In reality from everything we have read and heard, SiteLock employees are the ones doing much of what is being complained about. Even if they were not, considering how much the web host is getting paid, it doesn’t seem believable that Sitelock wouldn’t have the leverage to stop bad practices.
More importantly in the case of Bluehost, that was mentioned in the previous tweet there, seeing as SiteLock’s owner also control Bluehost, they wouldn’t’ have a problem controlling how the web host sells SiteLock’s services.
We get the feeling that the idea here is that SiteLock and the web hosts each point the figure at the other and hope that more people don’t become aware that they are dealing with two parties so closely connected.
A Better Alternative to SiteLock For Cleaning Up a Hacked Website
If your web host is pushing you to hire SiteLock to clean up a hacked website, we provide a better alternative, where we actually properly clean up the website.
Yes, I found it interesting today that when chatting with Hostmonster support about virus/malware in my account, after escalating my chat to a supervisor, the supervisor said he was transferring the chat to Sitelock. Same chat window. Hmmmmm. In the meantime, I am FAR out of my wheelhouse and have a bunch of malware to get rid of on my sites. I don’t have deep pockets and don’t know where to turn.

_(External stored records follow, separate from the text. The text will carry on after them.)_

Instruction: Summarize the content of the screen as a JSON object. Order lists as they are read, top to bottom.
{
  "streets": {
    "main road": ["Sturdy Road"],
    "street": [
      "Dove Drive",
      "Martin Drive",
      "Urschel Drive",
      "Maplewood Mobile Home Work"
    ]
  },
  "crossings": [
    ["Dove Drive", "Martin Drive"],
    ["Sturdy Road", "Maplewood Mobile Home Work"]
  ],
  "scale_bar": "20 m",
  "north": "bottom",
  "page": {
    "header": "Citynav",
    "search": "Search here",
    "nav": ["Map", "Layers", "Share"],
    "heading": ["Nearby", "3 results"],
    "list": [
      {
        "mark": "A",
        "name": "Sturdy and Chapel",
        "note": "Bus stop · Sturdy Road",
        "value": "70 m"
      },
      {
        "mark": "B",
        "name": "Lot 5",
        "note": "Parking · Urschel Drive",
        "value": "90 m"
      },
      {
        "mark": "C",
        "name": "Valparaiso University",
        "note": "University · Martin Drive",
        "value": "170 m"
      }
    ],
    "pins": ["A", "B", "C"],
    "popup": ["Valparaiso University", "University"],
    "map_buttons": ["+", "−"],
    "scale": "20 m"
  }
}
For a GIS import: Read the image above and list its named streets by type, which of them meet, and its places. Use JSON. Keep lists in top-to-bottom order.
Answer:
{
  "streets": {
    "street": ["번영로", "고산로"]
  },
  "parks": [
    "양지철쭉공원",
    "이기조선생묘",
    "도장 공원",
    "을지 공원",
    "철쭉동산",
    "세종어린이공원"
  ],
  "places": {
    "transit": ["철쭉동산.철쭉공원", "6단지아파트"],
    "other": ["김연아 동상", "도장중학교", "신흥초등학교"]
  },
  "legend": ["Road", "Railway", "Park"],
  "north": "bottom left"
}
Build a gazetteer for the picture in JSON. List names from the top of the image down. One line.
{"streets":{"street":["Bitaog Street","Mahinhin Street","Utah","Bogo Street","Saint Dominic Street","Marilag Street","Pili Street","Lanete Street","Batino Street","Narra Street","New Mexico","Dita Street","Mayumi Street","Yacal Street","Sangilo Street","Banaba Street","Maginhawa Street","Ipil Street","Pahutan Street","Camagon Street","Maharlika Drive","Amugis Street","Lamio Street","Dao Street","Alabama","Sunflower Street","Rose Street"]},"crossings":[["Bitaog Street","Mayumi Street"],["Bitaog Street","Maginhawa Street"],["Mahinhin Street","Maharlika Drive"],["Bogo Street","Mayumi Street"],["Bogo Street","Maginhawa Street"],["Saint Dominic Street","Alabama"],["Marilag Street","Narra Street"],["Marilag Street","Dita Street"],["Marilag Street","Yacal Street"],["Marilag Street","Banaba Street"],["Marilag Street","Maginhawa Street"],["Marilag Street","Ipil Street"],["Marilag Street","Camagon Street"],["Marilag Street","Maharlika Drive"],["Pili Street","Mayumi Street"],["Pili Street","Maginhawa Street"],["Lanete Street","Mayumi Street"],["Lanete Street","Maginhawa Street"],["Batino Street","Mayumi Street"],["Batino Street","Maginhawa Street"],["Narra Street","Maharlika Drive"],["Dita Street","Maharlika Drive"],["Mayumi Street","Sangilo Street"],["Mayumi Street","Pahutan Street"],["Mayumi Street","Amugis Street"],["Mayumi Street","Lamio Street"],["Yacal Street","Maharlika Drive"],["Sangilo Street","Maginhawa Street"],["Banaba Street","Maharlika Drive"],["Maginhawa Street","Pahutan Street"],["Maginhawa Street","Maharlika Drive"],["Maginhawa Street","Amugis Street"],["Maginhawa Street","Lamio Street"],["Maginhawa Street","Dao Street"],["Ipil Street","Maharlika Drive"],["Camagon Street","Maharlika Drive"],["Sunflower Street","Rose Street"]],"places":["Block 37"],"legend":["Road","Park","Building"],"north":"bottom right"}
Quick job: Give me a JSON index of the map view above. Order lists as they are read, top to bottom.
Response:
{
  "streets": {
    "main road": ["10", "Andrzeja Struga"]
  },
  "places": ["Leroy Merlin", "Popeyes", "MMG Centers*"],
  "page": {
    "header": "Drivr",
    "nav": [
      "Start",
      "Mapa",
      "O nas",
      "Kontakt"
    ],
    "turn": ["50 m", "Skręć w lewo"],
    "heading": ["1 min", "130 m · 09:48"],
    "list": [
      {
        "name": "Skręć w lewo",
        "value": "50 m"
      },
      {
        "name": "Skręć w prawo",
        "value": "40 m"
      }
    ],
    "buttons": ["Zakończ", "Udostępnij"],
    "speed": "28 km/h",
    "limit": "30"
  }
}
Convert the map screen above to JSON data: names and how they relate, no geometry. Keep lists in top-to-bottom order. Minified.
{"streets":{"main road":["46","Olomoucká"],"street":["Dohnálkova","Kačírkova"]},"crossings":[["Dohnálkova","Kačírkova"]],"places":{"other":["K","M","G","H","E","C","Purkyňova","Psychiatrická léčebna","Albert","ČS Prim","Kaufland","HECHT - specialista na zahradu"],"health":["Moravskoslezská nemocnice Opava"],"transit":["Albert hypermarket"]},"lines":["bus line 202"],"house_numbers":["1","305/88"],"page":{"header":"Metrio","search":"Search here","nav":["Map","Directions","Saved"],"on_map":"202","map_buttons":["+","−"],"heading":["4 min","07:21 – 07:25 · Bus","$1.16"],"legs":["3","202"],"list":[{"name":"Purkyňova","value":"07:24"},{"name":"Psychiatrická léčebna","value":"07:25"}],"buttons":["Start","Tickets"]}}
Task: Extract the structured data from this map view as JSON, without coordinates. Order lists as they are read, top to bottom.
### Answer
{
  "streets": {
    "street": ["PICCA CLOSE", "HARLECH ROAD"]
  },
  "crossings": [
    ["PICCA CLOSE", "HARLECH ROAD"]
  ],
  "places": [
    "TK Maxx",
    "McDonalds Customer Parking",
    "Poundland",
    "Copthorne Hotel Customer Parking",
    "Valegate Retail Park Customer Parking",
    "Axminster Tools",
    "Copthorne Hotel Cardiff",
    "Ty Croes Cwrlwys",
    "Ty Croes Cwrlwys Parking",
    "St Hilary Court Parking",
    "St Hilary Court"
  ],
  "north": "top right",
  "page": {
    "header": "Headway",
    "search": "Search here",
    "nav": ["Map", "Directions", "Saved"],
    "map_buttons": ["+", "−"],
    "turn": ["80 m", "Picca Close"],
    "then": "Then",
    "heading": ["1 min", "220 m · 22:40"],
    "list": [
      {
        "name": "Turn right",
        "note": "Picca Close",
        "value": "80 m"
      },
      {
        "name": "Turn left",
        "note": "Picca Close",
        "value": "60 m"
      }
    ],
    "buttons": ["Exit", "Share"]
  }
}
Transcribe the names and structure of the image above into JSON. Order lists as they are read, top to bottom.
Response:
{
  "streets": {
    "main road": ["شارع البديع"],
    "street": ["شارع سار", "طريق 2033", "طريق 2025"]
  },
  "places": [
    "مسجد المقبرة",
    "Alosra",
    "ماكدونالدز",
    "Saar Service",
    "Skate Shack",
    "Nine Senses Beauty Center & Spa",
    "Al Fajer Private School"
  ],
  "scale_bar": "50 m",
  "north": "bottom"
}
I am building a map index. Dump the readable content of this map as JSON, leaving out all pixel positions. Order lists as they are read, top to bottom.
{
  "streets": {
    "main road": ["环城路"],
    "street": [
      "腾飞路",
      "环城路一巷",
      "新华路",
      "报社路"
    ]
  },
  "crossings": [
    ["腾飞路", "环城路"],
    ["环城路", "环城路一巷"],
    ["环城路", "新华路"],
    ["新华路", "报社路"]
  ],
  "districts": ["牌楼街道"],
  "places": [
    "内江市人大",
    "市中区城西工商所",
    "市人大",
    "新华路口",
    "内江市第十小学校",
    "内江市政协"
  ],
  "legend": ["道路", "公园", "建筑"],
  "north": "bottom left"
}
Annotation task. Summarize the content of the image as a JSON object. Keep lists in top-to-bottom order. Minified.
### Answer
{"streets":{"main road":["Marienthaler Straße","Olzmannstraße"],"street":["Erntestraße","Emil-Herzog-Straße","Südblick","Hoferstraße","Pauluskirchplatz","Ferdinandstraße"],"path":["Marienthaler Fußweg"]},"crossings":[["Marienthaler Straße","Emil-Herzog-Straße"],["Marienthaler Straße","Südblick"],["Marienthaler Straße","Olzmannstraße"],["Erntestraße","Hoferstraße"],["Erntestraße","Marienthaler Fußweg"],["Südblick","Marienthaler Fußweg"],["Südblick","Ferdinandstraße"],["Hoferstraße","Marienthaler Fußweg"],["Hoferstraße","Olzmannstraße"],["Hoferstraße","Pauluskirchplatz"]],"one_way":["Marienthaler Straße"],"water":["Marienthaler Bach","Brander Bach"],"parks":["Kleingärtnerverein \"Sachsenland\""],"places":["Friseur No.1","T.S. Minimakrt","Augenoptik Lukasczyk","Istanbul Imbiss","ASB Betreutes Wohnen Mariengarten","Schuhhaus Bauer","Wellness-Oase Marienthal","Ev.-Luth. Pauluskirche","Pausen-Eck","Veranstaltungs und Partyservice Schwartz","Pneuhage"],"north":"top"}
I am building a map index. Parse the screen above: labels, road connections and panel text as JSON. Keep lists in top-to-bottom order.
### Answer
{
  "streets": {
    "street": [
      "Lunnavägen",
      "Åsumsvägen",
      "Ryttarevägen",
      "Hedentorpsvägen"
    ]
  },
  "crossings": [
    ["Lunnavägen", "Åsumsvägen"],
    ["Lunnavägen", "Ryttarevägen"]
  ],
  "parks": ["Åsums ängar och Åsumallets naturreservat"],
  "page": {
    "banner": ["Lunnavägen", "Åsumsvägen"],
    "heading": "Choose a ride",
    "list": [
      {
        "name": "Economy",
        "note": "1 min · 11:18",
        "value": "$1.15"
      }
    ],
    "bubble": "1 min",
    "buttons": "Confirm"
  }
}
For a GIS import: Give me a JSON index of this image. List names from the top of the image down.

You can find the details of what we offer as an alternative to SiteLock here.
Well, Hostgator did the exact same to me, they found malware and they basically pushed Sitelock down my throat to clean up my files, otherwise my website would remain suspended.
These companies are more interested in higher incomes than real support, I wonder if they are the ones infesting us with malware so they can take more money from us.
HostGator only requires that the website be cleaned up for them to unsuspend it, not that you hire SiteLock to clean it up. They usually clearly state that in the emails they send out when suspending websites and we have never had any issue with them unsuspending a website after we have done a cleanup for someone.
As for the claim that they might be infecting websites malware, we have never seen any evidence to support that and plenty to the contrary. On the other hand, we have recently in cleaning up websites hosted with HostGator and other Endurance International Group (EIG) brands where it looks like a security with the web host may have been the cause of the websites being hacked.